The invention provides a method of developing elderberry SSR primer on the basis of transcriptome sequencing. The method includes: S1) establishing and sequencing elderberry transcriptome library andsplicing and jointing sequencing results to form a complete transcriptome, and with the longest transcript in every gene being Unigene, splicing the Unigenes to form a blend Unigenes library; S2) performing SSR detection to the blend Unigenes library in the step S1); S3) performing SSR primer design and identifying the polymorphism of the SSR primer. In the invention, 64148 pairs of SSR specific primers are designed, wherein through experimenal optimization, a fluorescent SSR-PCR optimum system of golden elder is acquired; among the synthesized 100 pairs of the fluorescence label SSR primers,25 pairs of primers show excellent polymorphism. The method of developing elderberry SSR primer on the basis of transcriptome sequencing is quick and accurate.

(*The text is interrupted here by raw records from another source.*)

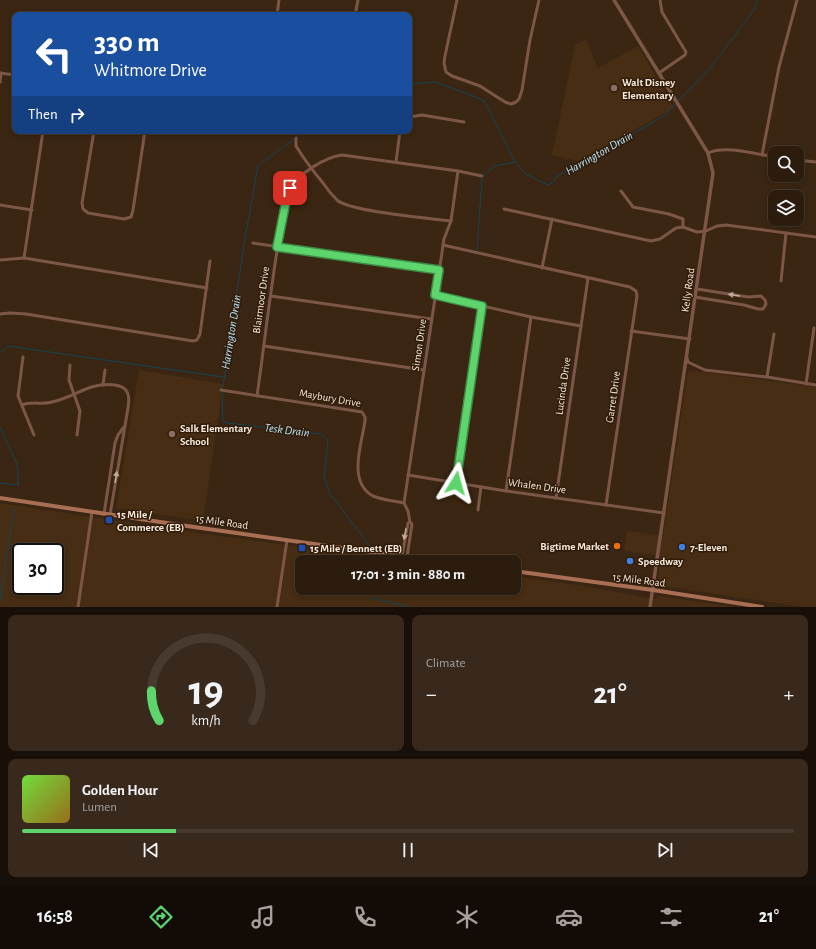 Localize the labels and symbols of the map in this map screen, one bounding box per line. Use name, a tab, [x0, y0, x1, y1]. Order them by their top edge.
place label: Walt Disney Elementary	[622, 77, 675, 101]
marker: Walt Disney Elementary	[609, 83, 619, 93]
water label: Harrington Drain	[563, 129, 635, 177]
pin	[273, 171, 307, 205]
street label: Blairmoor Drive	[251, 266, 271, 334]
street label: Kelly Road	[679, 267, 697, 313]
one-way arrow	[728, 292, 740, 298]
water label: Harrington Drain	[219, 294, 243, 370]
street label: Simon Drive	[410, 318, 428, 372]
street label: Lucinda Drive	[554, 356, 572, 416]
street label: Garret Drive	[604, 371, 622, 423]
street label: Maybury Drive	[298, 387, 362, 409]
water label: Tesk Drain	[264, 421, 310, 439]
place label: Salk Elementary School	[180, 423, 252, 447]
marker: Salk Elementary School	[167, 429, 177, 439]
position arrow	[435, 462, 477, 504]
one-way arrow	[113, 470, 119, 483]
street label: Whalen Drive	[507, 476, 567, 496]
place label: 15 Mile / Commerce (EB)	[117, 509, 184, 533]
street label: 15 Mile Road	[195, 513, 249, 531]
marker: 15 Mile / Commerce (EB)	[104, 515, 114, 525]
one-way arrow	[402, 528, 408, 540]
place label: Bigtime Market	[540, 541, 609, 552]
marker: Bigtime Market	[612, 541, 622, 551]
marker: 7-Eleven	[677, 542, 687, 552]
place label: 7-Eleven	[690, 542, 728, 553]
speed limit sign: 30	[12, 543, 64, 595]
marker: 15 Mile / Bennett (EB)	[297, 543, 307, 553]
place label: 15 Mile / Bennett (EB)	[310, 543, 402, 554]
marker: Speedway	[625, 556, 635, 566]
place label: Speedway	[638, 556, 683, 567]
street label: 15 Mile Road	[612, 571, 666, 589]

The invention relates to the technical field of biology, and concretely relates to a syringa oblate chalcone synthase gene. According to the invention, an Unigene sequence fragment of chalcone synthase gene (SoCHS) obtaining by syringa oblate transcriptome sequencing is taken as a template, a SoCHS cDNA full length sequence is obtained; based on bioinformatics analysis on a structure and coding protein, a molecular biology technology is used, an overexpression and YFP positioning expression carrier of the gene is constructed, through agrobacterium mediation, arabidopis thaliana and tobacco are converted, the protein characteristic is analyzed and the function is verified; and a RT-PCR technology is used for analyzing the tissue specific expression mode of the gene. A molecule mechanism formed by SoCHS-participated pattern control is researched and revealed.

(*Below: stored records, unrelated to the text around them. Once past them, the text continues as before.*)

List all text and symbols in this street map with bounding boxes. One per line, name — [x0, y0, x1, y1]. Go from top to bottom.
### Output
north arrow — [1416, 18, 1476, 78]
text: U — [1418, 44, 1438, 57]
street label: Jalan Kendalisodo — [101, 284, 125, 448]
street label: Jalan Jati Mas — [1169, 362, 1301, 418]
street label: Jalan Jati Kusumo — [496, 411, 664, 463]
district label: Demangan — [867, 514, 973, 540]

The invention belongs to the technical field of molecular biology, and specifically relates to a PtMBL gene of Portunus trituberculatus mannose-binding lectin, its encoded protein and its application. The present invention uses the unigene and RACE technology obtained by transcriptome sequencing to amplify the PtMBL gene cDNA from Portunus trituberculatus, and finds that the recombinant PtMBL protein has significant bacteriostasis, bacterium binding and bacterium agglutination activities. The recombinant protein PtMBL has obvious inhibitory effects on Gram-negative bacteria (Vibrio alginolyticus, Pseudomonas aeruginosa) and Gram-positive bacteria (Staphylococcus aureus, Micrococcus luteus), and the minimum inhibitory concentrations are 0.81~1.61μM, 0.81μM, 0.81~1.61μM, 3.22~6.44μM. The recombinant protein PtMBL has obvious binding activity to Vibrio alginolyticus, Pseudomonas aeruginosa, Staphylococcus aureus, Micrococcus luteus and Pichia pastoris. In addition, in Ca 2+ In the presence of the recombinant protein PtMBL, it has obvious agglutination effect on Vibrio alginolyticus, Pseudomonas aeruginosa, Staphylococcus aureus, Micrococcus luteus and Pichia pastoris. The invention lays a foundation for the disease prevention and treatment of portunus trituberculatus, and has potential application value in the development of antibacterial drugs, bacterial agglutination preparations, new immune preparations, feed additive production and the like.

The invention discloses a pair of SSR primers developed based on transcriptome sequencing and a screening method and application. Belongs to the field of biotechnology. The primers are obtained based on transcriptome sequencing and sequence analysis. On the basis of transcriptome sequencing, a large amount of data is screened to obtain unigene sequences rich in SSR sites and design primers for EST‑SSR markers, which overcomes the current problems The low number and low development efficiency of red SSR molecular markers are obstacles. The validity of the EST-SSR primers was verified by the Mangospermum population, which laid a foundation for the genetic diversity research, genetic linkage map structure, QTL mapping, molecular marker-assisted breeding and other genetic studies of Mangosteen.